Topsy Top 100 ranks what they believe are the most relevant sites, tweets, news stories, photos and videos for a given time frame and topic.  For example, I wanted to see what they had to say about Backbone.js (a tool we use for web development).   The first link returned was a blog post about backbone.js that had been published that day.  Link two is the official site for backbone js.  Monitoring results for a given topic over time can give you an indication of who the influential social users are (tweets, blogs) and what sites contain the most relevant content.

The other great feature of Topsy is the experts search.  This search shows a list of Twitter users and the number of times they were mentioned in content that was generated about the searched topic.  If I wanted to go find  individuals that were active about a topic, or potentially considered experts, this tool gives me a way to search and validate those  findings.

Lets look at the example of search for backbone.js under the experts search.  Here are the top 3 results:

If I search for backbone every week, and constantly see dalmaer coming up near the top,  I might be more inclined to view him as an expert on backbone.  His future content creation and recommendations might weight higher than a Twitter user who is number 50 on the list.

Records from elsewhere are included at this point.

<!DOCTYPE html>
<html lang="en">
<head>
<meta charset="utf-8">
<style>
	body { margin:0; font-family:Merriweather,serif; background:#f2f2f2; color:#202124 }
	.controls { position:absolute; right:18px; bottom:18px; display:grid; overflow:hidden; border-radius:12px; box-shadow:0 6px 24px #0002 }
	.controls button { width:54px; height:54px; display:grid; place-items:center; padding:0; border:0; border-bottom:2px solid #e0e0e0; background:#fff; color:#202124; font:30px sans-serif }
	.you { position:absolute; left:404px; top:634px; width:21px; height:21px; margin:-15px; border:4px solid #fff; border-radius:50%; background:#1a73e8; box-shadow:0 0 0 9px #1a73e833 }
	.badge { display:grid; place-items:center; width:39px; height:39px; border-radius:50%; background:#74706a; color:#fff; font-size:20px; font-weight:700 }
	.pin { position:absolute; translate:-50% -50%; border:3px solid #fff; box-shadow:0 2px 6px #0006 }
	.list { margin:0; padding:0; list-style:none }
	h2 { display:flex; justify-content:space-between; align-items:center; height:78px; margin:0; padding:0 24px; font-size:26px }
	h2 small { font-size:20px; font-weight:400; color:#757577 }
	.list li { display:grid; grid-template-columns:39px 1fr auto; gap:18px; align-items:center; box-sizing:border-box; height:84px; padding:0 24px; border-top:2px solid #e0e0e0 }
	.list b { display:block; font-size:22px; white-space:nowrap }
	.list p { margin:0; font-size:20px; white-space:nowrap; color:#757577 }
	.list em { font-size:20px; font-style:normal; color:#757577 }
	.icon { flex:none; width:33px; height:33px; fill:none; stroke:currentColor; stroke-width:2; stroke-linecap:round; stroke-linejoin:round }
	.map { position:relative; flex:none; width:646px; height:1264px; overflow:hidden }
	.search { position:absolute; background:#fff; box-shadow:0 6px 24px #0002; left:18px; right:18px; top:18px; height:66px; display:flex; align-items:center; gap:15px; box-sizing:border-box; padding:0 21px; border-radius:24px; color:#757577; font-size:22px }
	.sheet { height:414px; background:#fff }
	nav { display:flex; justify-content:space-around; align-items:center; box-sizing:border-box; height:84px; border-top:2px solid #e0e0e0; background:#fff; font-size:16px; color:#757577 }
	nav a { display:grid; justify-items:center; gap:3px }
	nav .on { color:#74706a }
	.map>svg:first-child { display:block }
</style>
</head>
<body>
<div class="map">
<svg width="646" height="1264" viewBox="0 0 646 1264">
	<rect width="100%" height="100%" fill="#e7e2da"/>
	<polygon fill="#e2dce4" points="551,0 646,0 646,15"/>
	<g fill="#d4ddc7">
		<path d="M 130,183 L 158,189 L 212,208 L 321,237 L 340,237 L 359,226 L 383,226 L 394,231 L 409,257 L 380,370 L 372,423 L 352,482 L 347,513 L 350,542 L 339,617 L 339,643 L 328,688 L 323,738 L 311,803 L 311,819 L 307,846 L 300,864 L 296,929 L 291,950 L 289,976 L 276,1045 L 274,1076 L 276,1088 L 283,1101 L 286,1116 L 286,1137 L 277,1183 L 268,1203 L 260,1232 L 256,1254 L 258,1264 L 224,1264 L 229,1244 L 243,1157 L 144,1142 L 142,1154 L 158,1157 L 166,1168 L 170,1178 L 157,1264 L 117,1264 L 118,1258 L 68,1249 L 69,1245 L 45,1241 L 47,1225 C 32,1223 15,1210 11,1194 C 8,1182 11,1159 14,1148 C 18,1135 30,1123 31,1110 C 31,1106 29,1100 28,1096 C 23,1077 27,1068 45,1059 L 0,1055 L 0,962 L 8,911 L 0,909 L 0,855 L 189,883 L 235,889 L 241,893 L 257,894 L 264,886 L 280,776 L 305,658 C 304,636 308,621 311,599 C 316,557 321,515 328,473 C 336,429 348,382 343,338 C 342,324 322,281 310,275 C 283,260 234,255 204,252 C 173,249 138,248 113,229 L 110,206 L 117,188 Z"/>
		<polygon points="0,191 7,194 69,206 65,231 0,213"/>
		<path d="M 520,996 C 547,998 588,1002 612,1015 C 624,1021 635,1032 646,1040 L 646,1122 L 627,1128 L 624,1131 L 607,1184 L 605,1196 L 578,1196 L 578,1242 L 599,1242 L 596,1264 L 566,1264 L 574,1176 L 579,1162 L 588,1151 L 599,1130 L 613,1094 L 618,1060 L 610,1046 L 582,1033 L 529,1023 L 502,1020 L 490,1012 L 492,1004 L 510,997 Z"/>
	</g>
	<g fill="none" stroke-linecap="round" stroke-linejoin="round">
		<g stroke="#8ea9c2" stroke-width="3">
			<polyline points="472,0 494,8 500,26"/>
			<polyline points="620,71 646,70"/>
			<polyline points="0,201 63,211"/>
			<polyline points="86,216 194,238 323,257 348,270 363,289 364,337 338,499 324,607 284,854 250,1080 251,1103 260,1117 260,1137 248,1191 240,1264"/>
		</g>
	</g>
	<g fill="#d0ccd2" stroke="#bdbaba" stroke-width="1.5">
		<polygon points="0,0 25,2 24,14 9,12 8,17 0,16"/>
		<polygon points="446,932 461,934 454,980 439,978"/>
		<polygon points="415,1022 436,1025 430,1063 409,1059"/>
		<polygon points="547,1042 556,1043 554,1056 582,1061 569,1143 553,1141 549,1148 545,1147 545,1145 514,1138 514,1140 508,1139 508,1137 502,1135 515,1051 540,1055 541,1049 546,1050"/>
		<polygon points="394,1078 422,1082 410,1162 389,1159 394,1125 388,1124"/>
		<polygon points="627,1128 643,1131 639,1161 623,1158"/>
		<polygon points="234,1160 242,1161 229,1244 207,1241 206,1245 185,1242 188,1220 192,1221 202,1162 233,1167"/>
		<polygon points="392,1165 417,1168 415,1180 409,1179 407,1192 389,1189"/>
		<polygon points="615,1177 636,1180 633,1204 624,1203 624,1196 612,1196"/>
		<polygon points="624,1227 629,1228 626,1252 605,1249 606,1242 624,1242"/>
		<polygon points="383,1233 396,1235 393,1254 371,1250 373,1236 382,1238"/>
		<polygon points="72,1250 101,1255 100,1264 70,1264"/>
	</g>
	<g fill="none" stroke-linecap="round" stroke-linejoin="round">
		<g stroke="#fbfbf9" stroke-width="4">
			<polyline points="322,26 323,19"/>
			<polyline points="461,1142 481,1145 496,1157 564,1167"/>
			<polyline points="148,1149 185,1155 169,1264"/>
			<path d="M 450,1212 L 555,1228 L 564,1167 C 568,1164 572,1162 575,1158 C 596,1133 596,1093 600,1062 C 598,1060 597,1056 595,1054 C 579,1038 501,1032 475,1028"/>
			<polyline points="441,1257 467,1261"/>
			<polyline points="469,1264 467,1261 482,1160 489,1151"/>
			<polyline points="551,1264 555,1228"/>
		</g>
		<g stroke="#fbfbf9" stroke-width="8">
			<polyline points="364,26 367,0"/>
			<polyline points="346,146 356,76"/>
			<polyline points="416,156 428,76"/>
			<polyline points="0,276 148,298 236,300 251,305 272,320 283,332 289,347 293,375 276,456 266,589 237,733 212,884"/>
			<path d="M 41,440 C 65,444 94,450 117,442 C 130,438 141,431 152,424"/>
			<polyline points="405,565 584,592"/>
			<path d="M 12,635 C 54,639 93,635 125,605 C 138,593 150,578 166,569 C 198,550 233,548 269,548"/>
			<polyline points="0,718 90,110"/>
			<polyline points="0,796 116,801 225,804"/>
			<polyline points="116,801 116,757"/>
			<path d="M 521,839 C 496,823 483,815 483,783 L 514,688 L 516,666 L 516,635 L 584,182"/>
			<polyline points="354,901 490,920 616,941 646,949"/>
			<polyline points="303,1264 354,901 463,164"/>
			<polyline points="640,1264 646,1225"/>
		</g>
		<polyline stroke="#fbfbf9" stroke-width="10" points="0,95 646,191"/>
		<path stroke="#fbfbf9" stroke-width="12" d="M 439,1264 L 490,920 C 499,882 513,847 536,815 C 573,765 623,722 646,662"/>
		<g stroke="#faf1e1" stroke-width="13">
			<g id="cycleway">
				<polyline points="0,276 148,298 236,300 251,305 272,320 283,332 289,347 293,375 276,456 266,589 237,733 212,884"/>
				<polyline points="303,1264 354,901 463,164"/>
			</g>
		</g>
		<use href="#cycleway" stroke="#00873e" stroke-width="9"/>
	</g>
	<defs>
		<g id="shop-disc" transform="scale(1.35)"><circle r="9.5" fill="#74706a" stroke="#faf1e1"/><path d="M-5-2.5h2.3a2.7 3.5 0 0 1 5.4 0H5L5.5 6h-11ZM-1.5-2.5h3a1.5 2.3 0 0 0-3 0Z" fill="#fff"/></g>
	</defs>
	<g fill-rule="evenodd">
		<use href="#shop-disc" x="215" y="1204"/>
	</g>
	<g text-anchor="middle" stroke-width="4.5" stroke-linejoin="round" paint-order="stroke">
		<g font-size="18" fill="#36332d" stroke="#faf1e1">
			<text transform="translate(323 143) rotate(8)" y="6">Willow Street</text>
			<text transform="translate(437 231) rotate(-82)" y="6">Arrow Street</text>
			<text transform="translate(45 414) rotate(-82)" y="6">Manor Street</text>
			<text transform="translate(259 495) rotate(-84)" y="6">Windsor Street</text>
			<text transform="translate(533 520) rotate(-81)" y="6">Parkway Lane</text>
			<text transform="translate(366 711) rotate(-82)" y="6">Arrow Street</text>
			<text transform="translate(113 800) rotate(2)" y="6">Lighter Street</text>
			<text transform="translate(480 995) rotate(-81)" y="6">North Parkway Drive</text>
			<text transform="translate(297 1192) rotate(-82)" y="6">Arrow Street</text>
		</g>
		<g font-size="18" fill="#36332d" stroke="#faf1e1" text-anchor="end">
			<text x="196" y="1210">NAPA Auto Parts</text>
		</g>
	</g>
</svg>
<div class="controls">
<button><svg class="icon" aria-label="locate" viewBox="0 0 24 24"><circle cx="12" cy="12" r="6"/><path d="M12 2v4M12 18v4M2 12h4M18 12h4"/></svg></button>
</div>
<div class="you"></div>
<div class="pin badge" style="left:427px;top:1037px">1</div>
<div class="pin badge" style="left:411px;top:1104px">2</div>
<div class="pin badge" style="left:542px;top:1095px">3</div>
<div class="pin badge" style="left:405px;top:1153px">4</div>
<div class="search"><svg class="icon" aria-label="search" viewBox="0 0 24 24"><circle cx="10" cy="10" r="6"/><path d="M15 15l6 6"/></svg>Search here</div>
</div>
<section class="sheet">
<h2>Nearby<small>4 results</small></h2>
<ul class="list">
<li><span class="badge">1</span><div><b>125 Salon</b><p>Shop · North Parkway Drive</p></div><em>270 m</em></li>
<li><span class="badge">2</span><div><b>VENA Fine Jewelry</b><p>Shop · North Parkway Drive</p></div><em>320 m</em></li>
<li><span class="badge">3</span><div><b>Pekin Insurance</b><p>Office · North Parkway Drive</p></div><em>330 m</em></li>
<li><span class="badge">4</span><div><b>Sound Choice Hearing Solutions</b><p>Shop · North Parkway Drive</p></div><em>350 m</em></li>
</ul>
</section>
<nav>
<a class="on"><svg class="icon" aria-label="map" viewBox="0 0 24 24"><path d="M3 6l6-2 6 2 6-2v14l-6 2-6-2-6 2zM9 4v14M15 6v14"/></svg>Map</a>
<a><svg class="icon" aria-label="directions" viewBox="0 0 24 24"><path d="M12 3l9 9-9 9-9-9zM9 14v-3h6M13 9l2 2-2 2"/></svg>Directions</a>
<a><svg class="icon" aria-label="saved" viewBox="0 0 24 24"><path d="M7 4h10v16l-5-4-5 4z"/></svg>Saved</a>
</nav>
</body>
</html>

Tools for Twitter and Social Media Influence

Say you’ve been following someone, reading their content, watching their Twitter account and you want to validate how influential this person is.   There are a number of tools that have been developed to do this.  Influence, on Twitter, is generally a measure of how often you are retweeted or replied to.   If a user is creating tweets, or posting messages frequently in a social network, the frequency at which others reply is an important indicator in influence.

Checkout tools like Klout and FollowerWonk.  Klout also uses Facebook and Google+ in their stats.

I like these tools for a cursory glance at how influential  someone is, however it doesn’t help narrow the focus on what they influence.  For example, I can see that Bill Gates has a decent influence on FollowerWonk, but finding out what he is influential in is still a bit in the dark.  That seems better left to tools like Topsy.